Now comes this from the State with the most restrictive gun laws in the Nation (and likely the most criminals): a bill to require registration for sellers and buyers of gold. Text from the bill reads:
Creates the Precious Metal Purchasing Act. Provides that a person who is in the business of purchasing precious metal shall obtain a proof of ownership, create a record of the sale, and verify the identity of the seller. Provides that a person who is in the business of purchasing precious metal shall not pay for the precious metal in cash and shall record the method of payment. Requires the purchaser to keep a record of the sale for one year or, if the purchase amount is over $500, for 5 years. Provides that a person who violates the Act is guilty of a petty offense and subject to a fine not exceeding $500. Provides that the Attorney General may inspect records, investigate an alleged violation, and take action to collect civil penalties.
This ordinance is similar to a bill passed in Houston two weeks ago that required gold-buying businesses to photograph and fingerprint those bringing in gold to sell, photograph the items being sold and maintain an online database of the transactions.

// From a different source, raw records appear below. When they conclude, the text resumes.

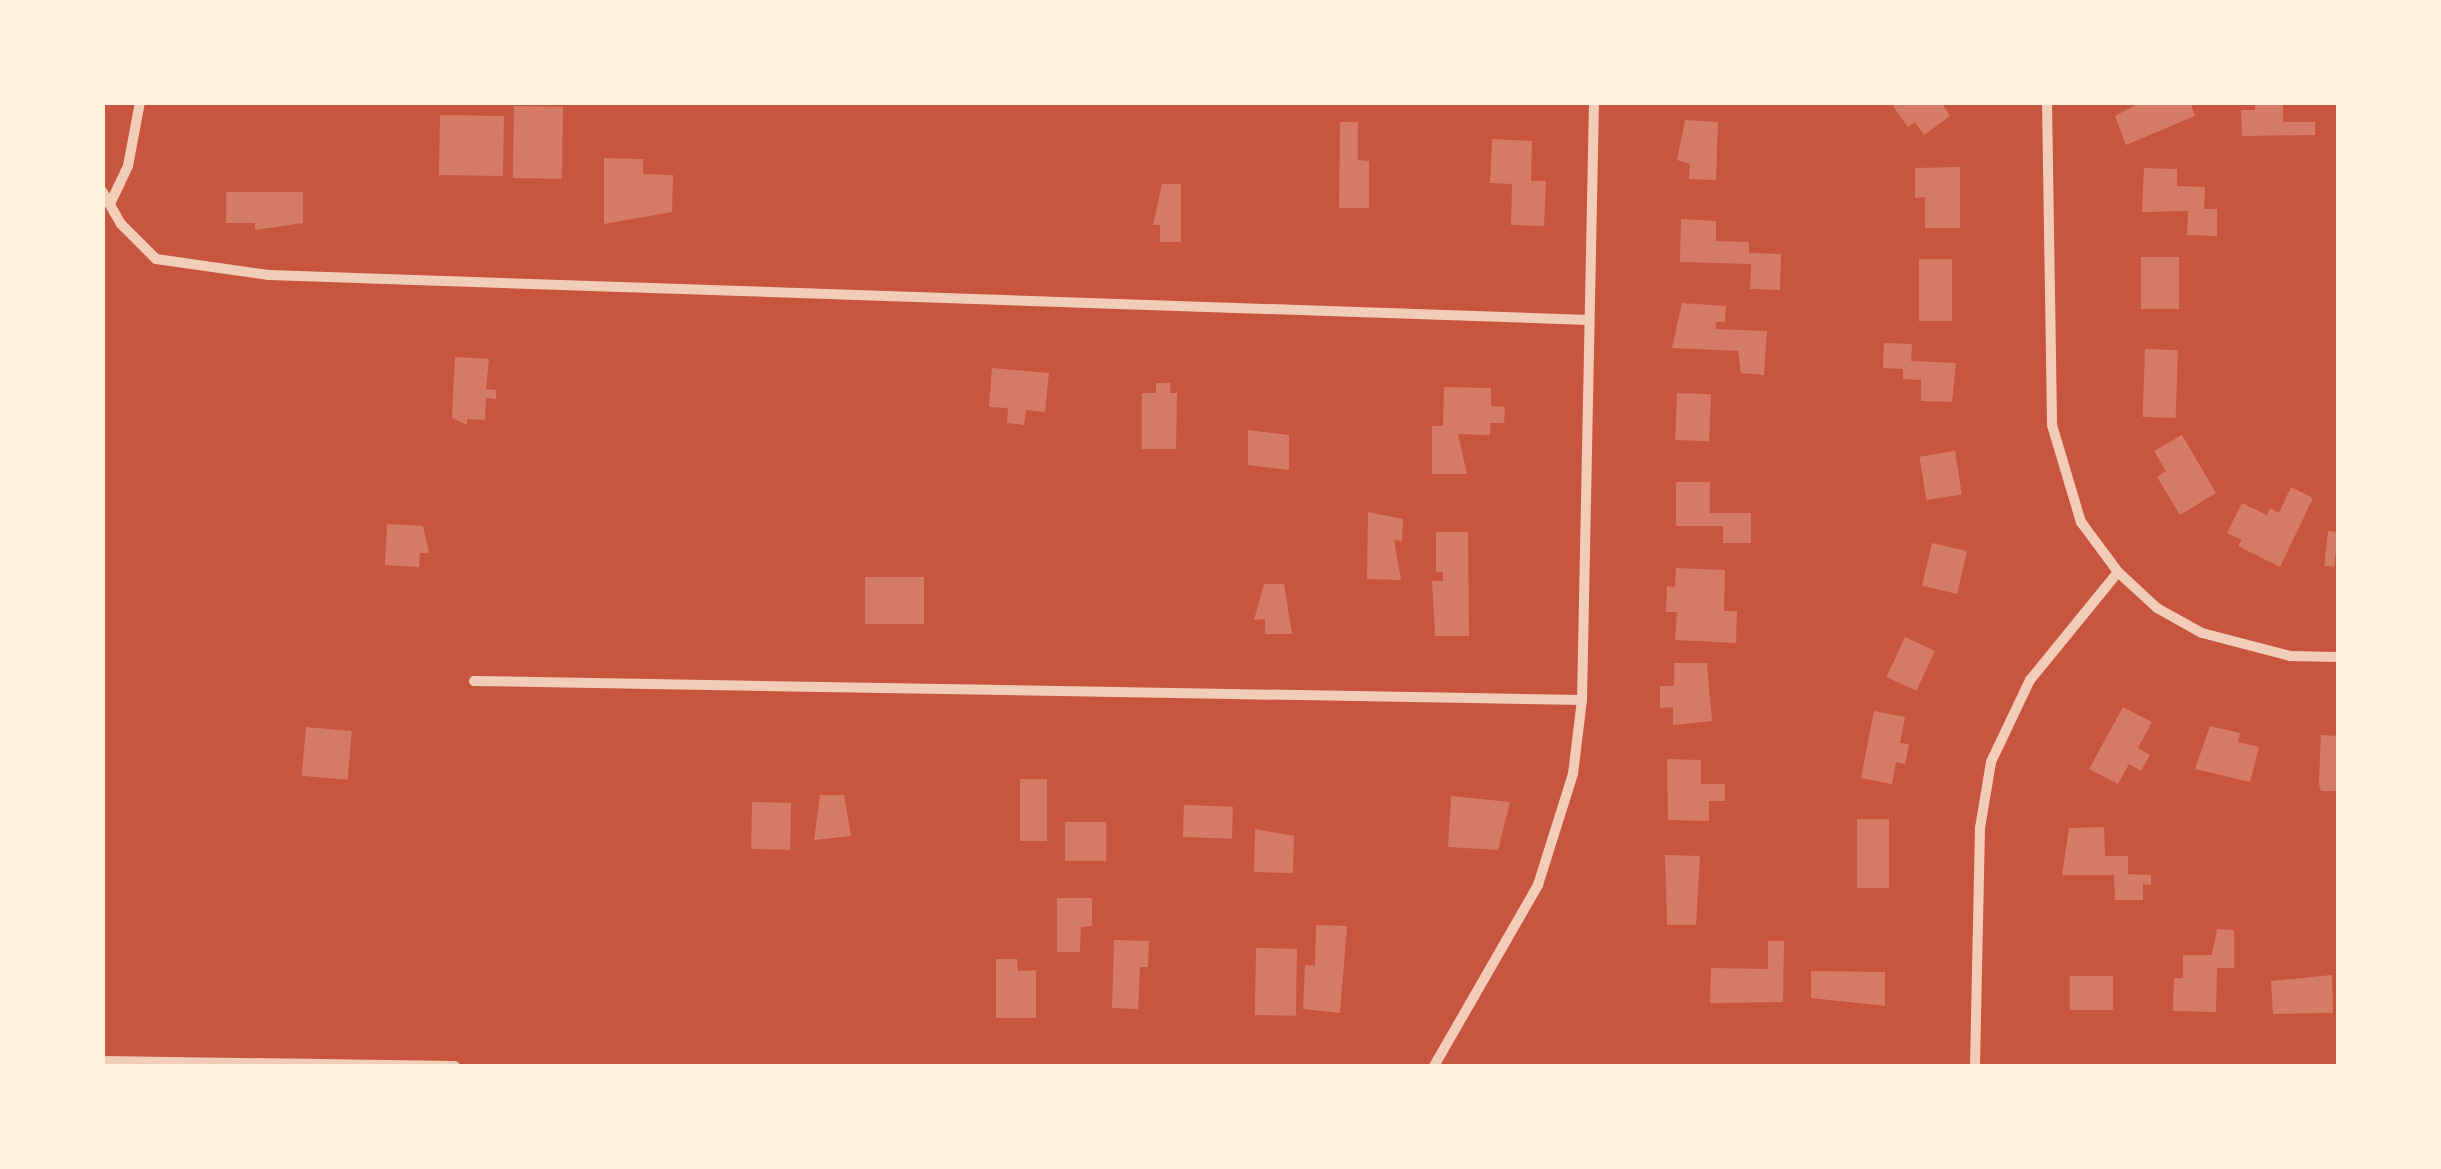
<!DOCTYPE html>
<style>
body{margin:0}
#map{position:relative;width:2441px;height:1169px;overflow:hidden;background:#c8553d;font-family:"Sofia Sans Condensed",sans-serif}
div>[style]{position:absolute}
.building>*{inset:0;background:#d67c66;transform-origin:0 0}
.minor>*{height:10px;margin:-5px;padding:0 5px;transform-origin:5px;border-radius:5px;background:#f1ccb7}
span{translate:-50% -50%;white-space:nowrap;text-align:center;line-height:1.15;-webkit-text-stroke:9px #fff3e0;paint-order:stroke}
.frame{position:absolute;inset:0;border:105px solid #fff3e0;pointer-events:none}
</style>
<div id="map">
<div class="building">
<div style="clip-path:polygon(1897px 102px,1941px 102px,1950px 116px,1924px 135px,1915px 122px,1908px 127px,1893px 106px)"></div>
<div style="clip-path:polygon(2190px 102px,2195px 116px,2126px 145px,2115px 116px,2141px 102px)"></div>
<div style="clip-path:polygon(2255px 102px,2283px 102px,2283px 122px,2315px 122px,2315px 135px,2242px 136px,2241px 110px,2255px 110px)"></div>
<div style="left:514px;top:106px;width:49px;height:72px;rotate:1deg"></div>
<div style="left:440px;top:115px;width:64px;height:60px;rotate:1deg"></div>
<div style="clip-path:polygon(1685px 120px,1718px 122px,1716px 180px,1689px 179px,1690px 164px,1677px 160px)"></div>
<div style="clip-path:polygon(1340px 122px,1358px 122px,1358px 160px,1369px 161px,1369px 208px,1339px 208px)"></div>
<div style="clip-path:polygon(1492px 139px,1532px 141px,1531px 181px,1546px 181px,1544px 226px,1511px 225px,1512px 184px,1490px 183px)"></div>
<div style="clip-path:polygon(604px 158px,643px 159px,643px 174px,673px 175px,672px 212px,604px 224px)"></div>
<div style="clip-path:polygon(1960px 167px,1960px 228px,1925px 228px,1925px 197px,1915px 198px,1915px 168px)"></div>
<div style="clip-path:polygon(2144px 168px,2177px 169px,2177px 186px,2205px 187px,2204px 209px,2217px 209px,2217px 236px,2187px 235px,2188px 211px,2142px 212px)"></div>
<div style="clip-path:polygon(1162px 184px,1181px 184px,1181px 242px,1160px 242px,1160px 225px,1153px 225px)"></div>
<div style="clip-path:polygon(226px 192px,303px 192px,303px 223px,255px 230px,255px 223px,226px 223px)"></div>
<div style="clip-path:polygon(1681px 219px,1716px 221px,1716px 241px,1749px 242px,1749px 253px,1781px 254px,1780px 290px,1750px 289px,1751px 264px,1680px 262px)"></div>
<div style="left:2141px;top:257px;width:38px;height:52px"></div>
<div style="left:1919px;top:259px;width:33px;height:62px"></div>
<div style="clip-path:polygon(1682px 303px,1726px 306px,1725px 322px,1716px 322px,1716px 329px,1767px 331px,1764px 375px,1741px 373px,1738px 351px,1672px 348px)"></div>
<div style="clip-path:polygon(1884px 343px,1912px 344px,1911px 361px,1956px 363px,1952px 402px,1921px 401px,1921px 380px,1903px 379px,1903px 369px,1883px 368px)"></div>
<div style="left:2145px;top:349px;width:33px;height:68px;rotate:2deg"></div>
<div style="clip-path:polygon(455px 357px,489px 359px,486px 389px,496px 390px,496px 399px,486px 398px,485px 420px,467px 419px,467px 425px,452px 418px)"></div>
<div style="clip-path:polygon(992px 368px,1049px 373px,1045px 412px,1026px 410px,1024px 425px,1007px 423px,1008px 408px,989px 407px)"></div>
<div style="clip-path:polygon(1156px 383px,1170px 383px,1170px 393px,1177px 393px,1176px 449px,1142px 449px,1142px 393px,1156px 393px)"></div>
<div style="clip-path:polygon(1444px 387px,1491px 388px,1491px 406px,1505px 407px,1504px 423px,1490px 423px,1490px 435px,1458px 434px,1467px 474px,1432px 474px,1432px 426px,1443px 426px)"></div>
<div style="left:1677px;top:393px;width:34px;height:47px;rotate:2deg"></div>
<div style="clip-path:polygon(1248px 430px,1289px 435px,1289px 470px,1248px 465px)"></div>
<div style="clip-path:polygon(2182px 435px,2216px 493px,2180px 515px,2157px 477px,2166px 471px,2154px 451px)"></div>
<div style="left:1955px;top:451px;width:44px;height:36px;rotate:81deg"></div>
<div style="clip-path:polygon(1676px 482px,1710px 482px,1710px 513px,1751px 513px,1751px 543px,1723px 543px,1723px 526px,1676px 526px)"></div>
<div style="clip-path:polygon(2291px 487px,2313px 498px,2280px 567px,2238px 546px,2242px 540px,2227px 533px,2242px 503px,2267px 515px,2270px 508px,2279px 513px)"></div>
<div style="clip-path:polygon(1368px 512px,1403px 519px,1402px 541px,1394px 540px,1401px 580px,1367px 579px)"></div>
<div style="clip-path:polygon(387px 524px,423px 526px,429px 553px,420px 553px,419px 567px,385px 565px)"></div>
<div style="left:2328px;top:531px;width:10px;height:35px;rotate:6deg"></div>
<div style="clip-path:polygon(1436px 532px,1468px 532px,1469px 636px,1435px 636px,1432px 581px,1443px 581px,1443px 572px,1436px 572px)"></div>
<div style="left:1932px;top:543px;width:36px;height:44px;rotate:13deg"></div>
<div style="clip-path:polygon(1676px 568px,1725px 570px,1724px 611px,1737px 611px,1736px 643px,1675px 640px,1677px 612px,1666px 612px,1667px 586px,1675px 587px)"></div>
<div style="left:924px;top:577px;width:47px;height:59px;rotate:90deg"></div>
<div style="clip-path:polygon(1264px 584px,1284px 584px,1292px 634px,1265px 634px,1265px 619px,1254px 620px)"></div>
<div style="left:1905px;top:637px;width:33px;height:44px;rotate:25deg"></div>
<div style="clip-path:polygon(1674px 663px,1707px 663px,1712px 721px,1673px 725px,1673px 707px,1660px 708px,1660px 686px,1674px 686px)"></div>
<div style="clip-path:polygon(2123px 707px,2152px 722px,2138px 748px,2150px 755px,2141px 771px,2129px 764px,2118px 784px,2089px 769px)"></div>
<div style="clip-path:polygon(1874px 711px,1905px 717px,1900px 743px,1909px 744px,1905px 764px,1896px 762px,1892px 784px,1861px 778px)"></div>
<div style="clip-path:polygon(2210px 726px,2240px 733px,2238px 742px,2259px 747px,2250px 782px,2195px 769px)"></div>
<div style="left:306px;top:727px;width:46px;height:49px;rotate:5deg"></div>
<div style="clip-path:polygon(2321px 735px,2338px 736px,2336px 791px,2321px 791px,2319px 784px)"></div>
<div style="clip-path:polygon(1667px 759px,1701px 760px,1701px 784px,1725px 784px,1725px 801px,1709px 801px,1709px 821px,1668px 820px)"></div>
<div style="left:1020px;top:779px;width:27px;height:62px"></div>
<div style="clip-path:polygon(820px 795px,844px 795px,851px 836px,814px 840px)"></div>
<div style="clip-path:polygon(1451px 796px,1510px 802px,1498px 850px,1448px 847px)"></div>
<div style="left:752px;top:802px;width:39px;height:47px;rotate:1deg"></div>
<div style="left:1184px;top:805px;width:49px;height:32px;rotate:2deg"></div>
<div style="left:1857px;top:819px;width:32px;height:69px"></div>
<div style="left:1065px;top:822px;width:41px;height:39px"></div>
<div style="clip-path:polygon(2104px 827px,2105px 856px,2128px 856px,2128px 874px,2151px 875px,2151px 885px,2143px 884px,2143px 900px,2115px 900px,2114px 875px,2062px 875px,2069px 828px)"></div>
<div style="clip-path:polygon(1255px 829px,1294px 836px,1293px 873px,1254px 872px)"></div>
<div style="clip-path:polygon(1665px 855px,1700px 856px,1696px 925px,1667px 925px)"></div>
<div style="clip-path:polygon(1057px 898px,1092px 898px,1092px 926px,1081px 927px,1080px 952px,1057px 952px)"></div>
<div style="clip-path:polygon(1316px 925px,1347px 926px,1340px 1013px,1303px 1009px,1305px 965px,1315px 966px)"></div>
<div style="clip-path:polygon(2217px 929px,2234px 930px,2234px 968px,2217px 968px,2216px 1012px,2173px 1011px,2174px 978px,2183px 978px,2183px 955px,2212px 955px)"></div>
<div style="clip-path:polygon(1114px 940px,1149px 941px,1148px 967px,1140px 967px,1138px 1009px,1112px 1008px)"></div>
<div style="clip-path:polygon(1768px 941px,1784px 941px,1783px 1002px,1710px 1003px,1711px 968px,1768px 969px)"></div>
<div style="left:1256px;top:948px;width:41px;height:67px;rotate:1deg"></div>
<div style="clip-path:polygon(996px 959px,1017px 959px,1018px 971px,1036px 970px,1036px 1018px,996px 1018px)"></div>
<div style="clip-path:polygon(1811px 971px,1885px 972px,1885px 1006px,1811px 998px)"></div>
<div style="clip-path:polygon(2332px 975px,2333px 1013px,2273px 1014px,2271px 981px)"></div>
<div style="left:2070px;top:976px;width:43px;height:34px"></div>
</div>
<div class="minor">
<div style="left:2047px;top:102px;width:323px;rotate:89.1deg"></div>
<div style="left:2052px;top:425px;width:101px;rotate:73.4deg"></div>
<div style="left:2081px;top:522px;width:62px;rotate:53.5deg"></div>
<div style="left:2118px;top:572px;width:53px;rotate:42.7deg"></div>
<div style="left:2157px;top:608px;width:51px;rotate:29.1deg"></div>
<div style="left:2202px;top:633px;width:91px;rotate:14.6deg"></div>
<div style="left:2290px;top:656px;width:48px;rotate:1.2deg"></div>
<div style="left:102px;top:191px;width:38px;rotate:60deg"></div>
<div style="left:121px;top:224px;width:49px;rotate:45deg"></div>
<div style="left:156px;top:259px;width:114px;rotate:8.1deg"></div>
<div style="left:269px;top:275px;width:1321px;rotate:1.95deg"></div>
<div style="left:110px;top:204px;width:42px;rotate:-64.7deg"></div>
<div style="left:128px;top:166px;width:65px;rotate:-79.4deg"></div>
<div style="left:474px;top:681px;width:1108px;rotate:0.98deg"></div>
<div style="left:102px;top:1061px;width:353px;rotate:0.8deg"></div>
<div style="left:1434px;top:1066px;width:209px;rotate:-60.1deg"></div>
<div style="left:1538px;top:885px;width:116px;rotate:-72.5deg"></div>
<div style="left:1573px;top:774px;width:75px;rotate:-83.1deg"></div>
<div style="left:1582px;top:700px;width:598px;rotate:-88.85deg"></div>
<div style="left:1975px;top:1066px;width:238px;rotate:-88.8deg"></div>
<div style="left:1980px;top:828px;width:67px;rotate:-80.5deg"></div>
<div style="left:1991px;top:762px;width:91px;rotate:-64.6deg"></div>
<div style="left:2030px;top:680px;width:139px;rotate:-50.8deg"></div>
</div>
<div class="frame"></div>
</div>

The elites hate gold in the hands of the proles, as it demonstrates a growing recognition that the façade of government finance is collapsing. Elites say gold isn’t money. Meanwhile, central banks around the world are snapping up gold as fast as they can transport it; some nations are trying to get their gold out of the United States; and, back home, the regime is laying the groundwork for gold registration a little at a time. It’s all about gradualism, as I have warned you before.